Democracy in Crisis? – Analysing Donald Trump’s Victory
THIS ARTICLE IS AN INTERNET VERSION OF A COMMENTARY USED IN A FULLER FORM IN THE DANTE PRINT MAGAZINE AVAILABLE ON PHONE APP, IN LARGER W.H.SMITHS AND INDEPENDENT RETAILERS IN THE U.K. AND ON SUBSCRIPTION ON THIS WEBSITE
By Pari Esfandiari
An examination of the electoral seismic shifts – and discussion on what’s next for democracy. Opinions expressed are the author’s own.
By now you have met Storm Trump. Unfortunately.
To the people who know him best, the Trump forecasters who have been tracking him for years, Storm Trump is powerful, nasty, compact, speedy, unpredictable and chaotic. A deadly combination with potential to cause devastation and distraction. America has seen many storms before, but this is a different kind of storm. It is a nominee, then elect, and now president of the United States of America.
Like all storms, it started slowly, on 18 March 2015; it looked like a weak Trump – who just proposed himself for highest office in the country – was not even going to survive the day.
Emails released by Julian Assange’s WikiLeaks claim that two months prior the move, the Clinton campaign knew that Trump was going into the race and Clinton staff were plotting, according to Jon Austin. Clinton may have paved the way for Trump’s victory and sealed her own fate by trying to promote the controversial business tycoon in the press in the hope it would divide his Republican Party while driving fear and anxiety into Democrats to the point where enough Democrats and voters would gladly vote for Clinton just to avoid Trump becoming president. During the campaign, a conspiracy theory revealed by Express.co.uk, even went as far as calling Trump, a former friend of the Clintons, and a Democrat supporter, “a stooge for the Democrat Party within the Republicans, to ensure Clinton wins”!

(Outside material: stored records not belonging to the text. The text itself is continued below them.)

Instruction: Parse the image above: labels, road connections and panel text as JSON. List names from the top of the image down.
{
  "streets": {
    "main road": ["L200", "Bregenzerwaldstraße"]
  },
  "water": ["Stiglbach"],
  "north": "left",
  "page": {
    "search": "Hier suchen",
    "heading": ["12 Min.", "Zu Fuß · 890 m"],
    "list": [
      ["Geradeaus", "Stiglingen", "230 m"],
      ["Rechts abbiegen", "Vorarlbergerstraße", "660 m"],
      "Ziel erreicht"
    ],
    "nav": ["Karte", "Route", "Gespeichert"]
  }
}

Whatever the truth may be, by July 2015, Trump was already getting a lot of media attention. To many it was a wrong kind of attention; the Huffington Post went as far as pushing its coverage of Trump campaign to its entertainment rather than political section. To Trump, all attention, good and bad, pretty and ugly, was essential to strengthen his brand and he provoked publicity to generate it.
By May 26th 2016, he won the Republican primary process. Yet, by September his unorthodox style and outrageous comments received strong public outcry and harsh criticism from party leaders such as Mitt Romney, John McCain and the Bush family which in turn further fuelled media frenzy and also caused broader public approval for Trump. Was this part of the reality show, designed to increase Trump’s public appeal? Or were Republicans truly disgusted by their own nominee? Surely yes, and certainly this is so for some Republicans. What is clear that with polls showing his downward spiral, and degrading sexual comment tape, it seemed that it was all over for Trump. However, every storm is full of surprises, this one even more so.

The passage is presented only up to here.